## Work order:
Report each line of the data that has "stream" somewhere in it.

## Extracted material:

◆ ◆ ◆ ◆ ◆

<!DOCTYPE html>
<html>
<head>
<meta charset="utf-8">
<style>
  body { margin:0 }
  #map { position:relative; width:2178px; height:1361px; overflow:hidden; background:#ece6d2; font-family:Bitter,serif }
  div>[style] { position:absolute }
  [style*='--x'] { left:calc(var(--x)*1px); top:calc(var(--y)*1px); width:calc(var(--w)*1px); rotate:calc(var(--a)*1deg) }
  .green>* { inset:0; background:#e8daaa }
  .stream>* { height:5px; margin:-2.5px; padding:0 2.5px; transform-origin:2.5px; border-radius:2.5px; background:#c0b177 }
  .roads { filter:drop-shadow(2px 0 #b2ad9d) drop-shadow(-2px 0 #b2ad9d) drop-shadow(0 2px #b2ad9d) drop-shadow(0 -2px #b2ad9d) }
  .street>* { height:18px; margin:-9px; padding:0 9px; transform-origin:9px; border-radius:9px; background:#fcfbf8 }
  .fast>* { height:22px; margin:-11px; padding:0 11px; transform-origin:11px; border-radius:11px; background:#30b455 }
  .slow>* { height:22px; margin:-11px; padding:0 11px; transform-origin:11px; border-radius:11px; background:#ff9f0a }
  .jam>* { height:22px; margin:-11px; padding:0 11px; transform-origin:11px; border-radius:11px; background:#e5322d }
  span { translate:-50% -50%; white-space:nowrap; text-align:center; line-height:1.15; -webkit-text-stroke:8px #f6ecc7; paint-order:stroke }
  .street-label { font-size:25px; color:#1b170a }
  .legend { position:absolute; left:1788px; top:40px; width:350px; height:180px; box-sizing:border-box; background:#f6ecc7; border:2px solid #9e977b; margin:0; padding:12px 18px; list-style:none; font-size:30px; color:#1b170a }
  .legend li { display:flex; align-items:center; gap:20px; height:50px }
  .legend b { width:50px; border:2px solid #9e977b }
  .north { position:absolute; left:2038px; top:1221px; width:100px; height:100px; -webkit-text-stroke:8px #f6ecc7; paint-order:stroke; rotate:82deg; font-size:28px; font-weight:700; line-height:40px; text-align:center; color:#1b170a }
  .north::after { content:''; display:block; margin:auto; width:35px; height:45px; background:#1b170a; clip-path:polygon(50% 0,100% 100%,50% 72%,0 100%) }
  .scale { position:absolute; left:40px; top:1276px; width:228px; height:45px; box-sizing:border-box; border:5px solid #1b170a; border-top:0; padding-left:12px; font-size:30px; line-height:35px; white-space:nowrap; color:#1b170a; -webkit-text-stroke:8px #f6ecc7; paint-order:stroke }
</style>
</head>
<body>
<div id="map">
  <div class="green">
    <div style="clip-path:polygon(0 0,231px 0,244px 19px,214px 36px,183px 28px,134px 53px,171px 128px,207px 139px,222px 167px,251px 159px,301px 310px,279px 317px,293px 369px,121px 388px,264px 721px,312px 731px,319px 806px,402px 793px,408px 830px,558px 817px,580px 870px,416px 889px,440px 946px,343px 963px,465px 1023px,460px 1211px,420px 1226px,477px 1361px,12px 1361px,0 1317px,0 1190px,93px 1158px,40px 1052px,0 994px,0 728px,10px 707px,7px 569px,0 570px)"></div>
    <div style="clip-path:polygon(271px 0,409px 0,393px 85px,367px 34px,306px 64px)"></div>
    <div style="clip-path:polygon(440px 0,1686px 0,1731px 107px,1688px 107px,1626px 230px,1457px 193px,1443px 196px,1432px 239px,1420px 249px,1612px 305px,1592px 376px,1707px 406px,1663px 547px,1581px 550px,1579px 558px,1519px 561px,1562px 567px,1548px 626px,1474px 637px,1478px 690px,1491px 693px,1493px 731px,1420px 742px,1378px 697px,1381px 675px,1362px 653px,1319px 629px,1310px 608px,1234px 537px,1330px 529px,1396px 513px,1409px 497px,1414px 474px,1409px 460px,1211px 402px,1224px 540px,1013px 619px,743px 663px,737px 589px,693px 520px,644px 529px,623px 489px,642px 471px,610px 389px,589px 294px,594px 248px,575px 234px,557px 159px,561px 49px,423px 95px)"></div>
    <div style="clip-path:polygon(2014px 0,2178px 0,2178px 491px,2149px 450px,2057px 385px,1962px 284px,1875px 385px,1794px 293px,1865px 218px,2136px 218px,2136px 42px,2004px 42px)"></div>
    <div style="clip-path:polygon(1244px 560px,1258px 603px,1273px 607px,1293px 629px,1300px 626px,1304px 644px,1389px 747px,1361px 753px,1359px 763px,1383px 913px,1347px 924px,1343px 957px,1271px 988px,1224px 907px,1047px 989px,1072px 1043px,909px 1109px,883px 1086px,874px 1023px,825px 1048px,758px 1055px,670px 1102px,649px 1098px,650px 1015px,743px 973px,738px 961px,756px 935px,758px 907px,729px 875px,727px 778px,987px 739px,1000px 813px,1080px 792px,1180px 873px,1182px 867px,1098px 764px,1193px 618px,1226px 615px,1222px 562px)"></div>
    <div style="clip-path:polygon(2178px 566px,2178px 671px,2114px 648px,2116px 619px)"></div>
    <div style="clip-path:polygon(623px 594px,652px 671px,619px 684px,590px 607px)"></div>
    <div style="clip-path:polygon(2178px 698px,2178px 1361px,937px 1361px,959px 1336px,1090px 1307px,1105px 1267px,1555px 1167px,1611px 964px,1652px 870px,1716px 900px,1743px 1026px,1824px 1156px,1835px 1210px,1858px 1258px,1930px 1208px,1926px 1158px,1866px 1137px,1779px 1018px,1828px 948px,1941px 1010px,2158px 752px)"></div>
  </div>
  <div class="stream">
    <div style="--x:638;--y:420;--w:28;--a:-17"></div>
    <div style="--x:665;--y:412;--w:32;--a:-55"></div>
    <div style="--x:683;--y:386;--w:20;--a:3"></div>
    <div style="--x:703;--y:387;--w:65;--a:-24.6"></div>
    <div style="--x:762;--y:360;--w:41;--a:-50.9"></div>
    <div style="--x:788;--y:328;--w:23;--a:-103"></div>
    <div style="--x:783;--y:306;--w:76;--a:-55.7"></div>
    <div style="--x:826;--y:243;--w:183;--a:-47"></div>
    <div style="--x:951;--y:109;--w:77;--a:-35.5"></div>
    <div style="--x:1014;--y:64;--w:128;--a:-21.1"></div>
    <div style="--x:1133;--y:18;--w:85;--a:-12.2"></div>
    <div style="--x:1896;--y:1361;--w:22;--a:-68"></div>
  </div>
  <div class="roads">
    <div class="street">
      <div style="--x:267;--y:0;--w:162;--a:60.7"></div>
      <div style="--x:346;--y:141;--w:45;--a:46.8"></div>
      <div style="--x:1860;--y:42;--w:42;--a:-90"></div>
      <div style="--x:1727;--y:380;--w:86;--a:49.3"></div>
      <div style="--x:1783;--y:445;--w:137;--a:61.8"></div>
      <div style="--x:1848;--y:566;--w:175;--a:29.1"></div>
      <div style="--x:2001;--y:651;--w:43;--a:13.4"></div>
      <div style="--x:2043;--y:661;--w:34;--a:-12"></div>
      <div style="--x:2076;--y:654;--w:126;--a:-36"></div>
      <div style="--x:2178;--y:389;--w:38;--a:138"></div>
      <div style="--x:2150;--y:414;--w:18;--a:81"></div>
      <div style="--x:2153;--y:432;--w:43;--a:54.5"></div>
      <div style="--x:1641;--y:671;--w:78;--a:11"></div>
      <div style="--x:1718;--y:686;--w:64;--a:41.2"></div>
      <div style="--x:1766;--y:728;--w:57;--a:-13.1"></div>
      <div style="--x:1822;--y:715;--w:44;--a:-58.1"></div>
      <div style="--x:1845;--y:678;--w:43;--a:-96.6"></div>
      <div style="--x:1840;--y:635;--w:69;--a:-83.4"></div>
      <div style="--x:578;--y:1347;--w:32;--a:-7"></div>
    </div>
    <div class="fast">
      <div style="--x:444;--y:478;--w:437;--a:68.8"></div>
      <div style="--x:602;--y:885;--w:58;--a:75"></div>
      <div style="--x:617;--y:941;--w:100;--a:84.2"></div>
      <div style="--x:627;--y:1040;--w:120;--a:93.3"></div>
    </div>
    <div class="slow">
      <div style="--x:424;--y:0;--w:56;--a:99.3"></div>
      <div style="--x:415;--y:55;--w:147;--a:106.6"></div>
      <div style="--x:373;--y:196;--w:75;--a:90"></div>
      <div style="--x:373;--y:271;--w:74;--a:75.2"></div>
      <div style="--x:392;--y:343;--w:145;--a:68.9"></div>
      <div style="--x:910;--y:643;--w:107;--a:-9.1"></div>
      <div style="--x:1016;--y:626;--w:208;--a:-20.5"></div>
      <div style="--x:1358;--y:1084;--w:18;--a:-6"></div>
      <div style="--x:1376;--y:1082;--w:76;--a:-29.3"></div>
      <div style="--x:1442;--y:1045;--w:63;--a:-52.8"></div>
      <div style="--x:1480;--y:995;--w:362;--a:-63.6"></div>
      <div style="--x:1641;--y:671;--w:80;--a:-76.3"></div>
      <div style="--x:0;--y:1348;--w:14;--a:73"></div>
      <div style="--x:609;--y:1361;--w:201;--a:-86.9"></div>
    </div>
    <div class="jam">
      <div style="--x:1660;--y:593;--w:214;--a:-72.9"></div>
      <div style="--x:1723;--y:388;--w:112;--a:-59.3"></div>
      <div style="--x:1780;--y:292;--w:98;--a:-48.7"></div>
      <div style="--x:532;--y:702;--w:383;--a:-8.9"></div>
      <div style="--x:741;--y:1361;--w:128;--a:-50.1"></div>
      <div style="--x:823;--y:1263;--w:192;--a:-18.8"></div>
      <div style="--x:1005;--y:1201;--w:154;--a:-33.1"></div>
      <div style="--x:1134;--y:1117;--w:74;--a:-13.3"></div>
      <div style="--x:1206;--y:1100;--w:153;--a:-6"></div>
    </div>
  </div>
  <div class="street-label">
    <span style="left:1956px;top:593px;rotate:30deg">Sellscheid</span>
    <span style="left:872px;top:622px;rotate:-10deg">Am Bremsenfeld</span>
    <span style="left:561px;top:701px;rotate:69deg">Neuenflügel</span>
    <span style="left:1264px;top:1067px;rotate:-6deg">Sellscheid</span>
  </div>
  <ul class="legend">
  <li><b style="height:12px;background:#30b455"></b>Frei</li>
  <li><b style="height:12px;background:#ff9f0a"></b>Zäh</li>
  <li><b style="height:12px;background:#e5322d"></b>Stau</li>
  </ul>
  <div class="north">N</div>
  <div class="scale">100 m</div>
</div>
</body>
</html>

◆ ◆ ◆ ◆ ◆

## Response below:
  .stream>* { height:5px; margin:-2.5px; padding:0 2.5px; transform-origin:2.5px; border-radius:2.5px; background:#c0b177 }
  <div class="stream">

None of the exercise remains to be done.